Task to carry out: From the entries, return every line where the string "solid" shows up.

Supplied records:
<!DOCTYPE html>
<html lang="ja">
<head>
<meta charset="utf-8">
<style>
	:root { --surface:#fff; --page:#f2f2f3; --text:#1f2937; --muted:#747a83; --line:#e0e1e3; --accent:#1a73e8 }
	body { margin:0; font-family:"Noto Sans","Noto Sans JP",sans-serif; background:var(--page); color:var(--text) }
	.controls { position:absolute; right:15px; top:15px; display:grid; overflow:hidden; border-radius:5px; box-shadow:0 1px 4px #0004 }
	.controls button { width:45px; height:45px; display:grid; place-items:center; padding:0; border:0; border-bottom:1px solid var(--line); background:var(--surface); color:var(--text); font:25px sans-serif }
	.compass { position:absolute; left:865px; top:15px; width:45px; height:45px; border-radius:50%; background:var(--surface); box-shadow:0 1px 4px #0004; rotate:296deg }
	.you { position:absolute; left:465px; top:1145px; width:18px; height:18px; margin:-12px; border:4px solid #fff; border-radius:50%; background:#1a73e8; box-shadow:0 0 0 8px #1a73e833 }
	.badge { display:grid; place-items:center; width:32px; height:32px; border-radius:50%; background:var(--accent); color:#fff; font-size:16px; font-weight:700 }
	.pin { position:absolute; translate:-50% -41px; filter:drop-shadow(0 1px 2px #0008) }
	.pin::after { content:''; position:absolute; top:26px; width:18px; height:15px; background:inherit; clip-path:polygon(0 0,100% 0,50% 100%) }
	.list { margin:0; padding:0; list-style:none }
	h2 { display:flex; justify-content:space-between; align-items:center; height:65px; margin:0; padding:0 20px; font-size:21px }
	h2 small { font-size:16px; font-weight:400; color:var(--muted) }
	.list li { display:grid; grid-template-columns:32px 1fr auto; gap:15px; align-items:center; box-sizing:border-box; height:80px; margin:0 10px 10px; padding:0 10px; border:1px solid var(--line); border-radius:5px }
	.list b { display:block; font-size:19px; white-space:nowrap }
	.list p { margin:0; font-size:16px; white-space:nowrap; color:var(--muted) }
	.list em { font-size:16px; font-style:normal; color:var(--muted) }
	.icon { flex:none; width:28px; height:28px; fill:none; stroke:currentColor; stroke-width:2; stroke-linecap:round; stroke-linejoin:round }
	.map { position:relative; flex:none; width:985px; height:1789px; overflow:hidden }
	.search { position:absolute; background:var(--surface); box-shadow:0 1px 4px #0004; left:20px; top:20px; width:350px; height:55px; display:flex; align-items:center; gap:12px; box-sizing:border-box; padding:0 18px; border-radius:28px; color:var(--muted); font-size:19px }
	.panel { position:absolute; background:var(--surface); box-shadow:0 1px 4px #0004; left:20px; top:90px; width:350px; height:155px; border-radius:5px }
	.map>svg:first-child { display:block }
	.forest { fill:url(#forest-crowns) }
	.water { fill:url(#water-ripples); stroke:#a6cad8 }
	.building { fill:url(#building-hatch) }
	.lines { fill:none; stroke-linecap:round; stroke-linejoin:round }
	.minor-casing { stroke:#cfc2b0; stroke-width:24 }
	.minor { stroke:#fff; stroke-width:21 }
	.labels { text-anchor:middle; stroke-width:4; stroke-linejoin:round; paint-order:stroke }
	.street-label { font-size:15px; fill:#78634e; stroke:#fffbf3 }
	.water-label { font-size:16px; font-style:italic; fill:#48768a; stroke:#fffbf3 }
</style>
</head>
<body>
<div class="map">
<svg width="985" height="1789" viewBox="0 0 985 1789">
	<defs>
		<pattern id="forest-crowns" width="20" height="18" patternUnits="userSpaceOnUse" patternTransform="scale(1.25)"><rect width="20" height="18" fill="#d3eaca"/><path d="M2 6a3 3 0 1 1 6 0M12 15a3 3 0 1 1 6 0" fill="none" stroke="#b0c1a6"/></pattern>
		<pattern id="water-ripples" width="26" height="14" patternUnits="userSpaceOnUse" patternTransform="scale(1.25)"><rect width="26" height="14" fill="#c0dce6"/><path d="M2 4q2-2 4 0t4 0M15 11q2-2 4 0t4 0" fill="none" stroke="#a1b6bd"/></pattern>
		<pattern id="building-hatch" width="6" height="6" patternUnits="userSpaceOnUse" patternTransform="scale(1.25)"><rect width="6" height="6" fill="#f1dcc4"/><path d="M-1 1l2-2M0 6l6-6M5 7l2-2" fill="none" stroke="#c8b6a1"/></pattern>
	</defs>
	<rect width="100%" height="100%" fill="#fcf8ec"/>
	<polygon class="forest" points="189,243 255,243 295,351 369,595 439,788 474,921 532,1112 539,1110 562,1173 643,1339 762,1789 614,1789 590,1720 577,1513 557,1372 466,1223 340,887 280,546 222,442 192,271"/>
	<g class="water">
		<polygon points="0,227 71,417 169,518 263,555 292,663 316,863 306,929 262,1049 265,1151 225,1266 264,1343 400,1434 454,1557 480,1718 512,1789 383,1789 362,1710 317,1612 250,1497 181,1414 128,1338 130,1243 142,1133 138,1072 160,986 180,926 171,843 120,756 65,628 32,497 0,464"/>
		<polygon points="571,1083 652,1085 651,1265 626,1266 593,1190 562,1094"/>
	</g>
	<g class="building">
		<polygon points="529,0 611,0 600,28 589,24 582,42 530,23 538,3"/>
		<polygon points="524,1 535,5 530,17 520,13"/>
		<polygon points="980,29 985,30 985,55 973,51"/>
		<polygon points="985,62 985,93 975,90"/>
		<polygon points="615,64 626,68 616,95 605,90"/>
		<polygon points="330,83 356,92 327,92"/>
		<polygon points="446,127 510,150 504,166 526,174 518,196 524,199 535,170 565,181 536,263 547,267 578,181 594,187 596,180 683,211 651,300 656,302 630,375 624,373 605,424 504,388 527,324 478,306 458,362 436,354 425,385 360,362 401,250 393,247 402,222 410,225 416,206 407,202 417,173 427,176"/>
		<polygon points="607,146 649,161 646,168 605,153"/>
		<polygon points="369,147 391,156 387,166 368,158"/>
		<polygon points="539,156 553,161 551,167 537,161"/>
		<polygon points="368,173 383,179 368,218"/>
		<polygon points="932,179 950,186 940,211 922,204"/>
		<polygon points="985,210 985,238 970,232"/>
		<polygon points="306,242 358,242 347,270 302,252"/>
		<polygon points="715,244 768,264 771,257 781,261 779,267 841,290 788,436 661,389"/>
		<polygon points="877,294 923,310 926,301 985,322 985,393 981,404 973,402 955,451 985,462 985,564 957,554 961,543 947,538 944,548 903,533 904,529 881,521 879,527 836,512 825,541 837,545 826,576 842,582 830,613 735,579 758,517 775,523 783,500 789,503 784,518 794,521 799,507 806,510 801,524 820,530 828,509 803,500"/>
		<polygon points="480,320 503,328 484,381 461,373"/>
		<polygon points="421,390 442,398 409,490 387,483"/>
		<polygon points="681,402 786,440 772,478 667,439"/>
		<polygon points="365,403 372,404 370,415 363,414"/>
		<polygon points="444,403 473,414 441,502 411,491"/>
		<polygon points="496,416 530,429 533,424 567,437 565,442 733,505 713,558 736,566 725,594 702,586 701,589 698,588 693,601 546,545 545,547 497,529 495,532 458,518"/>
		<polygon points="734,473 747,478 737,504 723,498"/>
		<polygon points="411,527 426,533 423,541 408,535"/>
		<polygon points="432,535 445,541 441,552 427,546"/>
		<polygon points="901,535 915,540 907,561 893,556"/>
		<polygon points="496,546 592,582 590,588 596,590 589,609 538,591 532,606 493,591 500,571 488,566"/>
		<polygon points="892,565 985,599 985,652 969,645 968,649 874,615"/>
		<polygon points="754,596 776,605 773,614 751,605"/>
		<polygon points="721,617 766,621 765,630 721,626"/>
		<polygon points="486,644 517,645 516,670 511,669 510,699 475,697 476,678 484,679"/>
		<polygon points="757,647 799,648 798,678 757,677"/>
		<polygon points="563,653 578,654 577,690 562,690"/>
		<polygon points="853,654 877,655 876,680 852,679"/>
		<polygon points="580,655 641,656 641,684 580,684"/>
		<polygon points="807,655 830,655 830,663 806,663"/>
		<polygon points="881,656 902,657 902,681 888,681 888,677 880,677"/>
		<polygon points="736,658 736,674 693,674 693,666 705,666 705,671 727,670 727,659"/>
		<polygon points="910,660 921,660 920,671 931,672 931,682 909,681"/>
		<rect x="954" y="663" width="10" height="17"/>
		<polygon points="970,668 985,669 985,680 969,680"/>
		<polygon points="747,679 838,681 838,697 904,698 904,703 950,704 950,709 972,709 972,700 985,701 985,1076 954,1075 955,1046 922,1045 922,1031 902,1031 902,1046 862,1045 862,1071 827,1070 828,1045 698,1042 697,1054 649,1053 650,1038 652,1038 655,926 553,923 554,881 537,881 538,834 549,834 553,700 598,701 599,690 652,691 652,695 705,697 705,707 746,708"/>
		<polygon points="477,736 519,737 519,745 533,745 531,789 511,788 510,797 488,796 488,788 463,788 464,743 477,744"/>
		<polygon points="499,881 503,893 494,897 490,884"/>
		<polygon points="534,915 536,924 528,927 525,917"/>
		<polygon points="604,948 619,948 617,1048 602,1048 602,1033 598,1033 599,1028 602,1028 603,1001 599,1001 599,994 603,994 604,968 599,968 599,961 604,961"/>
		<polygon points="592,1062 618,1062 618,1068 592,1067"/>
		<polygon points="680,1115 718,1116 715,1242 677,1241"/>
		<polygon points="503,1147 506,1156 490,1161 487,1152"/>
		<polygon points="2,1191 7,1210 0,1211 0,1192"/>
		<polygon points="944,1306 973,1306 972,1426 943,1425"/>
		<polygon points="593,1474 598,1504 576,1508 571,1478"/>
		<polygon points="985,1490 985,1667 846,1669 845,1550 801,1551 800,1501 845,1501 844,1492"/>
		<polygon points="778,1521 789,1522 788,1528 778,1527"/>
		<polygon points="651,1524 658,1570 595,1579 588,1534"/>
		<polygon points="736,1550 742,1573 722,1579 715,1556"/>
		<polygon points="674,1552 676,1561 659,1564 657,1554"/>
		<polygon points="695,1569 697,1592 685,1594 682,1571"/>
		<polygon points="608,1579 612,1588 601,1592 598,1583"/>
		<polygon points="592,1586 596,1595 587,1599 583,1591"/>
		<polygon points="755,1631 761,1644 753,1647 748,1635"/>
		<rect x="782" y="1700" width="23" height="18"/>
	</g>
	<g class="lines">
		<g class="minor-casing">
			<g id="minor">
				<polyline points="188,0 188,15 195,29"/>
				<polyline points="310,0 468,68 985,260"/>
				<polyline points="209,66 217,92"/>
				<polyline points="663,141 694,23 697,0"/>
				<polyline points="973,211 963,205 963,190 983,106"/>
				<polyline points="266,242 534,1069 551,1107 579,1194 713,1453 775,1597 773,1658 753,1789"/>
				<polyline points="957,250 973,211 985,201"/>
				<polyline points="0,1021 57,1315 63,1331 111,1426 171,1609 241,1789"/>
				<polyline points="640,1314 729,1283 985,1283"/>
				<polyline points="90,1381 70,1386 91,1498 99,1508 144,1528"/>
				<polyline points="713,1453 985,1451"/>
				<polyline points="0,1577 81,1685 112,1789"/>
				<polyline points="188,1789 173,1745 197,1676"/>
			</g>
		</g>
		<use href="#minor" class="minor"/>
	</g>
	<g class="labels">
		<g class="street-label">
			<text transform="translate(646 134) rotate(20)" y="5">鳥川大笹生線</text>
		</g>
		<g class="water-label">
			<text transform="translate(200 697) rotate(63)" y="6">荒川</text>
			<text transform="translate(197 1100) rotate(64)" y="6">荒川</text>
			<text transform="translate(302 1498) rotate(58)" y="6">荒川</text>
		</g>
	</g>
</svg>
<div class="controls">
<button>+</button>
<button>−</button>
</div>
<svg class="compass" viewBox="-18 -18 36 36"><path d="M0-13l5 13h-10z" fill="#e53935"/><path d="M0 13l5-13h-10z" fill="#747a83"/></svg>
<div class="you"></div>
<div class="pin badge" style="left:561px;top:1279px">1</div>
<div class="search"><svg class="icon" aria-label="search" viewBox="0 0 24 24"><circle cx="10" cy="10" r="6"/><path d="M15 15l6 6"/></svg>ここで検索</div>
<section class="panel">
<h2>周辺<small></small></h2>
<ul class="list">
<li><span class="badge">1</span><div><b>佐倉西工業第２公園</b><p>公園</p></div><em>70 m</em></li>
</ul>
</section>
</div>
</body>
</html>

Response to this exercise:
	.controls button { width:45px; height:45px; display:grid; place-items:center; padding:0; border:0; border-bottom:1px solid var(--line); background:var(--surface); color:var(--text); font:25px sans-serif }
	.you { position:absolute; left:465px; top:1145px; width:18px; height:18px; margin:-12px; border:4px solid #fff; border-radius:50%; background:#1a73e8; box-shadow:0 0 0 8px #1a73e833 }
	.list li { display:grid; grid-template-columns:32px 1fr auto; gap:15px; align-items:center; box-sizing:border-box; height:80px; margin:0 10px 10px; padding:0 10px; border:1px solid var(--line); border-radius:5px }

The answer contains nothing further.